(Activity): Report back every line of the entries that contains "which", exactly as written.

________________________________________

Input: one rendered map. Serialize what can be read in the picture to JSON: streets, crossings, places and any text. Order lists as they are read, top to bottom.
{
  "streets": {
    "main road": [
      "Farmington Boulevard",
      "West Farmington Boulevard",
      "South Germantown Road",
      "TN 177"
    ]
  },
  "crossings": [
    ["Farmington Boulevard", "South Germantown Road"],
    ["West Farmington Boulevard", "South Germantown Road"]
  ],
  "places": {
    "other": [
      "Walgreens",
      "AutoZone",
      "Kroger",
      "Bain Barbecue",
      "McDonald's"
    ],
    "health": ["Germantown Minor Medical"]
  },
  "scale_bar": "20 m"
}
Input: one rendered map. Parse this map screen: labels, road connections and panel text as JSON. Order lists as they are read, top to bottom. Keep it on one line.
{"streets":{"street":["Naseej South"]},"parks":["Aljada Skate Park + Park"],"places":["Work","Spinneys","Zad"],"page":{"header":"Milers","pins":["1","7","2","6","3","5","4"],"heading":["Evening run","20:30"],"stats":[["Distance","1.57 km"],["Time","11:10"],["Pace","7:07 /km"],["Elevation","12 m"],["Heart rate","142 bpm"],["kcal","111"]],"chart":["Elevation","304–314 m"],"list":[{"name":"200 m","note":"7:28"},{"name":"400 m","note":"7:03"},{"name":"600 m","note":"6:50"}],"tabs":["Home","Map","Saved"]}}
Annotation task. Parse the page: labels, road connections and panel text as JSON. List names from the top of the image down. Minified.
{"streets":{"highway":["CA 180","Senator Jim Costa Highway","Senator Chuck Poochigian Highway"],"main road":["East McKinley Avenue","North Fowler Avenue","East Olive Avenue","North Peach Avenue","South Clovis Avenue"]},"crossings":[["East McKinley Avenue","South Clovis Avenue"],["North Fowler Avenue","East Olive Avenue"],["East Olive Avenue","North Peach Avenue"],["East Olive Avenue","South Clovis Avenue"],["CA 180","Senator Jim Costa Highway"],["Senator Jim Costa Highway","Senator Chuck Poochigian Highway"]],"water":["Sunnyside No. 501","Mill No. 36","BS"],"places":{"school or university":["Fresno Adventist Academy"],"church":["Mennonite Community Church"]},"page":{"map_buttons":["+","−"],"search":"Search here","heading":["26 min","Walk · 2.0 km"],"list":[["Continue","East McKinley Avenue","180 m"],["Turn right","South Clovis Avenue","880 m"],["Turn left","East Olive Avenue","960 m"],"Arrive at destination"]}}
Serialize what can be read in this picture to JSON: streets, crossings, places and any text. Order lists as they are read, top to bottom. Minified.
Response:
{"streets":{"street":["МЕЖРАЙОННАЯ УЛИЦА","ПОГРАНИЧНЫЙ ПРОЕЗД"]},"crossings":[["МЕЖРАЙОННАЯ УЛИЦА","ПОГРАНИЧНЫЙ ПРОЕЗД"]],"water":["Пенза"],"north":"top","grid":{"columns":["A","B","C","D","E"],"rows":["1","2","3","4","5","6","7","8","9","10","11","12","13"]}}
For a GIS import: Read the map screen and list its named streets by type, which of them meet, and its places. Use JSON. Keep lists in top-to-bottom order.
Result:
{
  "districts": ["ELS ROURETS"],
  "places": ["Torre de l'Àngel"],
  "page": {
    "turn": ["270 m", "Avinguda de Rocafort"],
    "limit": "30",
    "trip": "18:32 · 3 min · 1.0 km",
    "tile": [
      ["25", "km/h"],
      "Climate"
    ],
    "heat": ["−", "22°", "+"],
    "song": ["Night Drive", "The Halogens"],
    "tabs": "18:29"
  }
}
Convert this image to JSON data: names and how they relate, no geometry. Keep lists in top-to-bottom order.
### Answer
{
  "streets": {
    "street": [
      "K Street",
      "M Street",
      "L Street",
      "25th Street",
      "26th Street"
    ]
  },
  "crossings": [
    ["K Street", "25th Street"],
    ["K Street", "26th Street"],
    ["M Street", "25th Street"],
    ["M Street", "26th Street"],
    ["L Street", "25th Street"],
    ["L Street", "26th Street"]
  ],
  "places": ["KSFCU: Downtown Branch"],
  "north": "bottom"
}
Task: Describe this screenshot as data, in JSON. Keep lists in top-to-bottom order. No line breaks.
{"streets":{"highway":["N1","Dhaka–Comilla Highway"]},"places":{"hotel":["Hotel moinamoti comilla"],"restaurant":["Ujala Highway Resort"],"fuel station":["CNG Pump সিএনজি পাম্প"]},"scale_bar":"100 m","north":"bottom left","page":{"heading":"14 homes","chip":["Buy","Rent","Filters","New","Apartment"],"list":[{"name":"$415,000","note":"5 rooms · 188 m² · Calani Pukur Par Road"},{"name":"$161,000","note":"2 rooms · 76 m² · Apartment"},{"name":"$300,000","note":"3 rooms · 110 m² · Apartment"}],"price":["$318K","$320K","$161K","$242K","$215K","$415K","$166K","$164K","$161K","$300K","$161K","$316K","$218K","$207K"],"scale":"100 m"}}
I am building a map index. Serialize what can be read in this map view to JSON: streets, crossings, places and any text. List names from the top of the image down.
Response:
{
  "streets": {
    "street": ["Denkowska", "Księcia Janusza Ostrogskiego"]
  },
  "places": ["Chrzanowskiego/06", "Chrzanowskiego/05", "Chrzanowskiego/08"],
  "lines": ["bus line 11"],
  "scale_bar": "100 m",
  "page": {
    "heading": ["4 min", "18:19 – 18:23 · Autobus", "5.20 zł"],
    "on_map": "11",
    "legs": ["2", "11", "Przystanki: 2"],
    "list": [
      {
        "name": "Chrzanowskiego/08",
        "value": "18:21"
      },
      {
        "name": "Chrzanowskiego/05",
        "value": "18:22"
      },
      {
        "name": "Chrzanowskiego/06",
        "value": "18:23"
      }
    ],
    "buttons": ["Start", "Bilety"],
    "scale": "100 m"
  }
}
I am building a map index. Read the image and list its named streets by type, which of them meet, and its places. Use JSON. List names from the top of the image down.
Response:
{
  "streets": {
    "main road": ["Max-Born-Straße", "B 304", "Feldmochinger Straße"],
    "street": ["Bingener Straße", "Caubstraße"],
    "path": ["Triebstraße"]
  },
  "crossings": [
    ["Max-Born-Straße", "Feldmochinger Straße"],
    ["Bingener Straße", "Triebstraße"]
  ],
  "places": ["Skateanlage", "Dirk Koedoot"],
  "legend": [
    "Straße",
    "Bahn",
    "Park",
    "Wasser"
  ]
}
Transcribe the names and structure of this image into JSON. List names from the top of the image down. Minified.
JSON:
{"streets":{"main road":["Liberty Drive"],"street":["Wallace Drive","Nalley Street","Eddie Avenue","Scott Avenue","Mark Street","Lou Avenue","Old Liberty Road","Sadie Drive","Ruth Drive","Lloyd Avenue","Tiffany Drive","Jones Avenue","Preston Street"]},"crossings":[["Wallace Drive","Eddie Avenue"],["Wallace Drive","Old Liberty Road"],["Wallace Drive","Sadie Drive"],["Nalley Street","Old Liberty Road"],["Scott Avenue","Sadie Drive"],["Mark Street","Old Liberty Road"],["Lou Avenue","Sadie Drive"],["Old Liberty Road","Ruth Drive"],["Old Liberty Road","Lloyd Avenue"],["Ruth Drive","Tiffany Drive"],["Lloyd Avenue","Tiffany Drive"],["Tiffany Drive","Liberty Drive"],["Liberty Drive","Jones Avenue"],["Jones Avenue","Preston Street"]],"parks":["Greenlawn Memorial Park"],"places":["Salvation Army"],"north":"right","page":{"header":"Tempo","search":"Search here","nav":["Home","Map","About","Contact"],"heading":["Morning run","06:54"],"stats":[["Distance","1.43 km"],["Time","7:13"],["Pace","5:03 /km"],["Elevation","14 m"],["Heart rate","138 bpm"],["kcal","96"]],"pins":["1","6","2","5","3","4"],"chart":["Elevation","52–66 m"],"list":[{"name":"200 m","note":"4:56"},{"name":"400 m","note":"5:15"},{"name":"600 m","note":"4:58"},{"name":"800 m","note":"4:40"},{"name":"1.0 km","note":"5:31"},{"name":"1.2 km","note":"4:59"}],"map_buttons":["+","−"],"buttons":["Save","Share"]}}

________________________________________

(Response area):
For a GIS import: Read the map screen and list its named streets by type, which of them meet, and its places. Use JSON. Keep lists in top-to-bottom order.
I am building a map index. Read the image and list its named streets by type, which of them meet, and its places. Use JSON. List names from the top of the image down.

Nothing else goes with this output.